Up first, is Germán Sancho's creeper Fears. I was super impressed with this creative take on the monster-in-the-closet tale. Another pair of efforts that caught my attention were Lance Edmands' Whiteout and Joshua Giuliano's In Sound, We Live Forever, as they both involved innocuous situations that deteriorate quickly.

For the gore hounds out there, you need look no further than Oskar Lehemaa's Bad Hair. Just think of it as if The Peanut Butter Solution went full-on body horror. If you don't cringe at least once during this, you ain't got a pulse.

Fortunately, I was there for this year's edition of the Born of Woman programme. It was as strong as always, but there were a trio of standouts in my opinion. Opening up the block was Yfke Van Berckelaer's Lili. Buoyed by a terrific performance by Lisa Smit, this uncomfortable and all-too-real short was a good indicator of what we were all in for that evening.

Erica Skoggins' The Boogeywoman was a provocative short that blended coming-of-age tale with urban folklore by way of David Lynch. Skoggins (like BoW alumni Natalie James & Alice Waddington before her) has such a firm grasp of story, sound and visuals that I'm sure a feature film cannot be far away. Lastly, it's not an overstatement to say that Jamie DeWolf's Girl in the Hallway obliterated everyone in attendance. This was an incredible piece of work.

Friday, July 26, 2019

The Adventures of Harley & Dick.

With the passing of the great Rutger Hauer, I fished out a VHS I’d actually been meaning to revisit for sometime – Tony Maylam’s Split Second from 1992.
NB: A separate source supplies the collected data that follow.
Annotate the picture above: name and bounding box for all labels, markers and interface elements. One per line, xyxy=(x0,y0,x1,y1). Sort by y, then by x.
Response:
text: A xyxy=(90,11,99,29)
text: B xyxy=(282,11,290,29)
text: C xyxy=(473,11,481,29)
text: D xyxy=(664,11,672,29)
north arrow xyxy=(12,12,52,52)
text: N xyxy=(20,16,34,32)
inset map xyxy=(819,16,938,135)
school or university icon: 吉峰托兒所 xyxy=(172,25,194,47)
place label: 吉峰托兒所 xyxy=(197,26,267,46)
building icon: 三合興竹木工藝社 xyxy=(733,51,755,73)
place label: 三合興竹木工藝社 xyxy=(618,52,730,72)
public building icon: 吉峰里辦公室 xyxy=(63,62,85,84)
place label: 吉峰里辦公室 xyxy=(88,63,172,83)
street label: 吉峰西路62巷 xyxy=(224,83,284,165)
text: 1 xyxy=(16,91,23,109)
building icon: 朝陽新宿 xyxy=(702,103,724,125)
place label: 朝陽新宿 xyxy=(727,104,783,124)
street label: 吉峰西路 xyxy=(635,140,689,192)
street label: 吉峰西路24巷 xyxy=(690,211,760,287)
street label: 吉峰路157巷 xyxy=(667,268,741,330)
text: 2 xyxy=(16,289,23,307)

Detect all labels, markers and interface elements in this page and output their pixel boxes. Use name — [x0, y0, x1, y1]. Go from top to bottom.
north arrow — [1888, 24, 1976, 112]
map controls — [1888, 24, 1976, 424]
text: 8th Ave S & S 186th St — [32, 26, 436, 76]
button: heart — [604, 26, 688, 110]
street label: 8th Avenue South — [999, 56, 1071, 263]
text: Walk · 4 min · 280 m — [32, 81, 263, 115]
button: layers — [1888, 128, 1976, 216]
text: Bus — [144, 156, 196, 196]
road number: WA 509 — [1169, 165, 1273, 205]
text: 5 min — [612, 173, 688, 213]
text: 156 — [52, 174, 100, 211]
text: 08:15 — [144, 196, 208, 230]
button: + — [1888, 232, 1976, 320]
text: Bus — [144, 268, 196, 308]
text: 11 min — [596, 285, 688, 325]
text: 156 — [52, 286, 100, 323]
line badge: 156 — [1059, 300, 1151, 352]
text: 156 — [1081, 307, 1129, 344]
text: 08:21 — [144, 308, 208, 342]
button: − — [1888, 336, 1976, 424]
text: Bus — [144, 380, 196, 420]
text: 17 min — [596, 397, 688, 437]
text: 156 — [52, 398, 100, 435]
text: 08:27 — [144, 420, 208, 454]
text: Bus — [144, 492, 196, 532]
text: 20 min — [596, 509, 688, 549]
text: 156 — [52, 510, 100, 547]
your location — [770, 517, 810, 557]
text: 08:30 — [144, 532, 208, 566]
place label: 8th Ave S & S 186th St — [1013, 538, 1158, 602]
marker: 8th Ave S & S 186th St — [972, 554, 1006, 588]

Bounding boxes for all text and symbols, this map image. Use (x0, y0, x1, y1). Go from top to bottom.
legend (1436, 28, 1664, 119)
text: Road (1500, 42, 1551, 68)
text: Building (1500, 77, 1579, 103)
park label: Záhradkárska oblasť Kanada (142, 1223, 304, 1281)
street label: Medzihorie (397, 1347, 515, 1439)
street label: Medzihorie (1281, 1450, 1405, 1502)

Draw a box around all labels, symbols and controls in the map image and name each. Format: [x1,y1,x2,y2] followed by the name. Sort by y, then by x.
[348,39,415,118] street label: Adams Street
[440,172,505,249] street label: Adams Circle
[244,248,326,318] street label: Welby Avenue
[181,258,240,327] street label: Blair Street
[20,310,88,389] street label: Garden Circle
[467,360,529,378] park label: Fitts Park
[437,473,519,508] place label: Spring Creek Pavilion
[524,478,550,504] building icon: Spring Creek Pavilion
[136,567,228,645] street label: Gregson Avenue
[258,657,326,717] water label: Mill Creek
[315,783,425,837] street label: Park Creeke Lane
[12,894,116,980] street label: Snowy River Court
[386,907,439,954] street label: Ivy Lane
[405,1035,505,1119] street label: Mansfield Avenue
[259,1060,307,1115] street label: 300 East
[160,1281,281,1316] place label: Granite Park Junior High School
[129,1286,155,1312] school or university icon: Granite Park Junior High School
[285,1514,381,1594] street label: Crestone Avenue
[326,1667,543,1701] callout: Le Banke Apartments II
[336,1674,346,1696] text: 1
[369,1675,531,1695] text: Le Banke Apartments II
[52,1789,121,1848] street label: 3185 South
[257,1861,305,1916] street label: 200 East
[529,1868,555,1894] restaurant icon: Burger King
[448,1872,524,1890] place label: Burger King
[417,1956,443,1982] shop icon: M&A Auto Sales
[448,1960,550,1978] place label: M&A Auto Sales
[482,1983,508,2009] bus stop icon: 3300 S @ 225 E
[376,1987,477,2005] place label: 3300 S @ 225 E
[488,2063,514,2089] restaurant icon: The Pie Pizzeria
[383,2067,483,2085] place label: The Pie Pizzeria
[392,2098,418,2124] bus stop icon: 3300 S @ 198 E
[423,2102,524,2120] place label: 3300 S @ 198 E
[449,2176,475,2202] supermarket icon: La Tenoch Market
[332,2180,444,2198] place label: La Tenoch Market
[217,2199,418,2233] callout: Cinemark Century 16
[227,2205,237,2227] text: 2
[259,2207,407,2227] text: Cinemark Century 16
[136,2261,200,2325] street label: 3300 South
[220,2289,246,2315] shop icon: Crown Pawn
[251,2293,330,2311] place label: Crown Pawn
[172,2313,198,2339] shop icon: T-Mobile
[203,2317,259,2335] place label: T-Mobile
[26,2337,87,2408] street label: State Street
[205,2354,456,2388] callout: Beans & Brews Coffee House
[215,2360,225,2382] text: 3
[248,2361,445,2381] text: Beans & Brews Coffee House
In futuristic (2008!) London, Det. Harley Stone (Rutger Hauer) is on the trail of a brutal serial killer that rips out his victim’s hearts.

This was a fun rewatch. I remember when this came out, people were quick to compare it to Blade Runner and Alien, but cumulatively I think its biggest influence may be Predator 2.

Looking up Split Second, I discovered the script had a pretty storied evolution which I won’t regurgitate here, but I was surprised to learn the whole half-submerged London was a late addition. I recall my Dad coming in while I first watched it and asked, “What’s with all the water?”
“Global warming.” I replied.
“Oh,” he said, simply.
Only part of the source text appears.